INSTRUCTIONS TO FOLLOW -
After reading the records, print them all again exactly as they stand.

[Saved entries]
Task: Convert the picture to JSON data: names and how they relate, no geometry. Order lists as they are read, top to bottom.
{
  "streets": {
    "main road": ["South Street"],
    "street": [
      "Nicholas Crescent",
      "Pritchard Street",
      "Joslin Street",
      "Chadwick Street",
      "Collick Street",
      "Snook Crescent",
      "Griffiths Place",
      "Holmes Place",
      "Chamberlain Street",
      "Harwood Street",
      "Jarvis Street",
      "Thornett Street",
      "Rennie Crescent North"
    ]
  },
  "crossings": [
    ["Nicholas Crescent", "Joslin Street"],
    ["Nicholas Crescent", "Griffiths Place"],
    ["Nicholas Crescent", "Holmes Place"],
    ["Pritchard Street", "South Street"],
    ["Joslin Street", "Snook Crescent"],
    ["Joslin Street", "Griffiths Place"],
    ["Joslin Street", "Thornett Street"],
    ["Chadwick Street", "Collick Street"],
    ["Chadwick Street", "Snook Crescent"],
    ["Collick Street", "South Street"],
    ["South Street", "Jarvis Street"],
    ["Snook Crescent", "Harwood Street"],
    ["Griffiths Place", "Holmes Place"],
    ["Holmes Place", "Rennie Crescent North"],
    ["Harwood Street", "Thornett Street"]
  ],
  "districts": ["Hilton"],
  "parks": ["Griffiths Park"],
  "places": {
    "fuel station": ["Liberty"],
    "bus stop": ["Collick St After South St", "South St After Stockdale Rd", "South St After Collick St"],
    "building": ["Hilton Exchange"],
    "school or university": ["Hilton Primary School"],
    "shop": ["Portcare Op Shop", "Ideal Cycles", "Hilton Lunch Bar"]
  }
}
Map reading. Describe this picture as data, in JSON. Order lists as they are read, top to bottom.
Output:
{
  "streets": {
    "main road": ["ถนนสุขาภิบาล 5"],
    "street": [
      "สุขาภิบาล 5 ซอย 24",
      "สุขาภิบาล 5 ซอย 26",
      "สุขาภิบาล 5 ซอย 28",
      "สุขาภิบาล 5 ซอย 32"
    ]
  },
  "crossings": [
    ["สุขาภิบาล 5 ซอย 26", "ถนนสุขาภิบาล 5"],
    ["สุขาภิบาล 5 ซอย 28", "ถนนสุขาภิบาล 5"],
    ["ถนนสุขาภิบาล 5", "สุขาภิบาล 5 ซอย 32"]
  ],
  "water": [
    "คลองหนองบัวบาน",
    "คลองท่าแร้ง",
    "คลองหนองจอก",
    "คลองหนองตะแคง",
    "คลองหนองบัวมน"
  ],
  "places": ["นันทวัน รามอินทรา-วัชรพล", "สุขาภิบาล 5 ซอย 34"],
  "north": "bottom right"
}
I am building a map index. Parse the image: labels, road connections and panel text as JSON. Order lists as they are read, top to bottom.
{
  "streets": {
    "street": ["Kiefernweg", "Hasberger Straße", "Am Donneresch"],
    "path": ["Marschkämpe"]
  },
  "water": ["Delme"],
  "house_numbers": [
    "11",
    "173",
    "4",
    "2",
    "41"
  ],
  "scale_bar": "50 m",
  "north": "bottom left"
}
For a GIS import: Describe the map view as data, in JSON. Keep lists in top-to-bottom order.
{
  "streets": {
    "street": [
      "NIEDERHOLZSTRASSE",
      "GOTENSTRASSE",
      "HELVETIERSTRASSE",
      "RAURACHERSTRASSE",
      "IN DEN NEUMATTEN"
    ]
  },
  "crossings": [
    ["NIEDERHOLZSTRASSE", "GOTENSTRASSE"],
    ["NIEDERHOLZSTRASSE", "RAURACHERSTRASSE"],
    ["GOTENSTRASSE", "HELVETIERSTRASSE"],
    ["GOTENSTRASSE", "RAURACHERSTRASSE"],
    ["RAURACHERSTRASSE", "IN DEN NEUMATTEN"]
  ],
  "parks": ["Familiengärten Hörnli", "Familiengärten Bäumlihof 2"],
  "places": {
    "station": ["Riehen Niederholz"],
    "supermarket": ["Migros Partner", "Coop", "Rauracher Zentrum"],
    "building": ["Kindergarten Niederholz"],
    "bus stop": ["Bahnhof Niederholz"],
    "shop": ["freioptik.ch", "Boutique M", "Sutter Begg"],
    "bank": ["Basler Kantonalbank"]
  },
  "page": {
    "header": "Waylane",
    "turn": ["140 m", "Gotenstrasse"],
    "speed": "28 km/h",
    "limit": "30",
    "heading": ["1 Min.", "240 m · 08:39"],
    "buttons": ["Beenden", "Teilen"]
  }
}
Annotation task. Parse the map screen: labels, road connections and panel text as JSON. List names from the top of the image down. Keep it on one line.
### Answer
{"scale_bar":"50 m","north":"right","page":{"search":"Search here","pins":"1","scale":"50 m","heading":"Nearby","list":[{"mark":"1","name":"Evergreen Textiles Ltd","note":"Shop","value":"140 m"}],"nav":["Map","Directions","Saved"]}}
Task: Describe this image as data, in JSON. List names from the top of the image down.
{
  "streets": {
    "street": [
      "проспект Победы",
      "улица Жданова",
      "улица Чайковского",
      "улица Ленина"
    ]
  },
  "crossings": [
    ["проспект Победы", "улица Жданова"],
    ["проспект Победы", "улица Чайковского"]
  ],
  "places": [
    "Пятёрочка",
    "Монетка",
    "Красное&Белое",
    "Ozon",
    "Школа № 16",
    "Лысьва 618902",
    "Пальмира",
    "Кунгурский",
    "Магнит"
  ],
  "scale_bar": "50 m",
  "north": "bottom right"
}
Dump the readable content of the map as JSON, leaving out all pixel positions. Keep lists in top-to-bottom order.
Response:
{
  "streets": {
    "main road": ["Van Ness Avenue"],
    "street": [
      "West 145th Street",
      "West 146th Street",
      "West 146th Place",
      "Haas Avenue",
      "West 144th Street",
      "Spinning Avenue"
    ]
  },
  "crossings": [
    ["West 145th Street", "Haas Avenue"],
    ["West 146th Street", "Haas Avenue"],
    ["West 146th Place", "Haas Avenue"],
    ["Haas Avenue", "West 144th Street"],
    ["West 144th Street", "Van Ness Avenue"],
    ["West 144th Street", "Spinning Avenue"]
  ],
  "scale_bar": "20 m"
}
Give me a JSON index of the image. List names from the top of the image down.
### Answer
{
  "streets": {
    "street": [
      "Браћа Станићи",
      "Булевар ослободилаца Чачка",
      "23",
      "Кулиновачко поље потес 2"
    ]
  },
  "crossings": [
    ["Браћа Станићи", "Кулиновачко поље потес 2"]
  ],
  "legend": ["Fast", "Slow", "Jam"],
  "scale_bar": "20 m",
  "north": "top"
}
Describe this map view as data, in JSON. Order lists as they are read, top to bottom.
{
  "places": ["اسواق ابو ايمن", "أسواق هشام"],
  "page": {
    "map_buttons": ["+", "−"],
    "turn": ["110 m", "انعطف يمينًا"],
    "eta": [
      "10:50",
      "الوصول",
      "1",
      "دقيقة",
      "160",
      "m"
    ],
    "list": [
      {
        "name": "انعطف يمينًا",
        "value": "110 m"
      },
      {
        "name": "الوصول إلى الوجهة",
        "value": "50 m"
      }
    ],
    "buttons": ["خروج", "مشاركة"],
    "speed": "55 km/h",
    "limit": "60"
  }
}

THE ANSWER -
Task: Convert the picture to JSON data: names and how they relate, no geometry. Order lists as they are read, top to bottom.
{
  "streets": {
    "main road": ["South Street"],
    "street": [
      "Nicholas Crescent",
      "Pritchard Street",
      "Joslin Street",
      "Chadwick Street",
      "Collick Street",
      "Snook Crescent",
      "Griffiths Place",
      "Holmes Place",
      "Chamberlain Street",
      "Harwood Street",
      "Jarvis Street",
      "Thornett Street",
      "Rennie Crescent North"
    ]
  },
  "crossings": [
    ["Nicholas Crescent", "Joslin Street"],
    ["Nicholas Crescent", "Griffiths Place"],
    ["Nicholas Crescent", "Holmes Place"],
    ["Pritchard Street", "South Street"],
    ["Joslin Street", "Snook Crescent"],
    ["Joslin Street", "Griffiths Place"],
    ["Joslin Street", "Thornett Street"],
    ["Chadwick Street", "Collick Street"],
    ["Chadwick Street", "Snook Crescent"],
    ["Collick Street", "South Street"],
    ["South Street", "Jarvis Street"],
    ["Snook Crescent", "Harwood Street"],
    ["Griffiths Place", "Holmes Place"],
    ["Holmes Place", "Rennie Crescent North"],
    ["Harwood Street", "Thornett Street"]
  ],
  "districts": ["Hilton"],
  "parks": ["Griffiths Park"],
  "places": {
    "fuel station": ["Liberty"],
    "bus stop": ["Collick St After South St", "South St After Stockdale Rd", "South St After Collick St"],
    "building": ["Hilton Exchange"],
    "school or university": ["Hilton Primary School"],
    "shop": ["Portcare Op Shop", "Ideal Cycles", "Hilton Lunch Bar"]
  }
}
Map reading. Describe this picture as data, in JSON. Order lists as they are read, top to bottom.
Output:
{
  "streets": {
    "main road": ["ถนนสุขาภิบาล 5"],
    "street": [
      "สุขาภิบาล 5 ซอย 24",
      "สุขาภิบาล 5 ซอย 26",
      "สุขาภิบาล 5 ซอย 28",
      "สุขาภิบาล 5 ซอย 32"
    ]
  },
  "crossings": [
    ["สุขาภิบาล 5 ซอย 26", "ถนนสุขาภิบาล 5"],
    ["สุขาภิบาล 5 ซอย 28", "ถนนสุขาภิบาล 5"],
    ["ถนนสุขาภิบาล 5", "สุขาภิบาล 5 ซอย 32"]
  ],
  "water": [
    "คลองหนองบัวบาน",
    "คลองท่าแร้ง",
    "คลองหนองจอก",
    "คลองหนองตะแคง",
    "คลองหนองบัวมน"
  ],
  "places": ["นันทวัน รามอินทรา-วัชรพล", "สุขาภิบาล 5 ซอย 34"],
  "north": "bottom right"
}
I am building a map index. Parse the image: labels, road connections and panel text as JSON. Order lists as they are read, top to bottom.
{
  "streets": {
    "street": ["Kiefernweg", "Hasberger Straße", "Am Donneresch"],
    "path": ["Marschkämpe"]
  },
  "water": ["Delme"],
  "house_numbers": [
    "11",
    "173",
    "4",
    "2",
    "41"
  ],
  "scale_bar": "50 m",
  "north": "bottom left"
}
For a GIS import: Describe the map view as data, in JSON. Keep lists in top-to-bottom order.
{
  "streets": {
    "street": [
      "NIEDERHOLZSTRASSE",
      "GOTENSTRASSE",
      "HELVETIERSTRASSE",
      "RAURACHERSTRASSE",
      "IN DEN NEUMATTEN"
    ]
  },
  "crossings": [
    ["NIEDERHOLZSTRASSE", "GOTENSTRASSE"],
    ["NIEDERHOLZSTRASSE", "RAURACHERSTRASSE"],
    ["GOTENSTRASSE", "HELVETIERSTRASSE"],
    ["GOTENSTRASSE", "RAURACHERSTRASSE"],
    ["RAURACHERSTRASSE", "IN DEN NEUMATTEN"]
  ],
  "parks": ["Familiengärten Hörnli", "Familiengärten Bäumlihof 2"],
  "places": {
    "station": ["Riehen Niederholz"],
    "supermarket": ["Migros Partner", "Coop", "Rauracher Zentrum"],
    "building": ["Kindergarten Niederholz"],
    "bus stop": ["Bahnhof Niederholz"],
    "shop": ["freioptik.ch", "Boutique M", "Sutter Begg"],
    "bank": ["Basler Kantonalbank"]
  },
  "page": {
    "header": "Waylane",
    "turn": ["140 m", "Gotenstrasse"],
    "speed": "28 km/h",
    "limit": "30",
    "heading": ["1 Min.", "240 m · 08:39"],
    "buttons": ["Beenden", "Teilen"]
  }
}
Annotation task. Parse the map screen: labels, road connections and panel text as JSON. List names from the top of the image down. Keep it on one line.
### Answer
{"scale_bar":"50 m","north":"right","page":{"search":"Search here","pins":"1","scale":"50 m","heading":"Nearby","list":[{"mark":"1","name":"Evergreen Textiles Ltd","note":"Shop","value":"140 m"}],"nav":["Map","Directions","Saved"]}}
Task: Describe this image as data, in JSON. List names from the top of the image down.
{
  "streets": {
    "street": [
      "проспект Победы",
      "улица Жданова",
      "улица Чайковского",
      "улица Ленина"
    ]
  },
  "crossings": [
    ["проспект Победы", "улица Жданова"],
    ["проспект Победы", "улица Чайковского"]
  ],
  "places": [
    "Пятёрочка",
    "Монетка",
    "Красное&Белое",
    "Ozon",
    "Школа № 16",
    "Лысьва 618902",
    "Пальмира",
    "Кунгурский",
    "Магнит"
  ],
  "scale_bar": "50 m",
  "north": "bottom right"
}
Dump the readable content of the map as JSON, leaving out all pixel positions. Keep lists in top-to-bottom order.
Response:
{
  "streets": {
    "main road": ["Van Ness Avenue"],
    "street": [
      "West 145th Street",
      "West 146th Street",
      "West 146th Place",
      "Haas Avenue",
      "West 144th Street",
      "Spinning Avenue"
    ]
  },
  "crossings": [
    ["West 145th Street", "Haas Avenue"],
    ["West 146th Street", "Haas Avenue"],
    ["West 146th Place", "Haas Avenue"],
    ["Haas Avenue", "West 144th Street"],
    ["West 144th Street", "Van Ness Avenue"],
    ["West 144th Street", "Spinning Avenue"]
  ],
  "scale_bar": "20 m"
}
Give me a JSON index of the image. List names from the top of the image down.
### Answer
{
  "streets": {
    "street": [
      "Браћа Станићи",
      "Булевар ослободилаца Чачка",
      "23",
      "Кулиновачко поље потес 2"
    ]
  },
  "crossings": [
    ["Браћа Станићи", "Кулиновачко поље потес 2"]
  ],
  "legend": ["Fast", "Slow", "Jam"],
  "scale_bar": "20 m",
  "north": "top"
}
Describe this map view as data, in JSON. Order lists as they are read, top to bottom.
{
  "places": ["اسواق ابو ايمن", "أسواق هشام"],
  "page": {
    "map_buttons": ["+", "−"],
    "turn": ["110 m", "انعطف يمينًا"],
    "eta": [
      "10:50",
      "الوصول",
      "1",
      "دقيقة",
      "160",
      "m"
    ],
    "list": [
      {
        "name": "انعطف يمينًا",
        "value": "110 m"
      },
      {
        "name": "الوصول إلى الوجهة",
        "value": "50 m"
      }
    ],
    "buttons": ["خروج", "مشاركة"],
    "speed": "55 km/h",
    "limit": "60"
  }
}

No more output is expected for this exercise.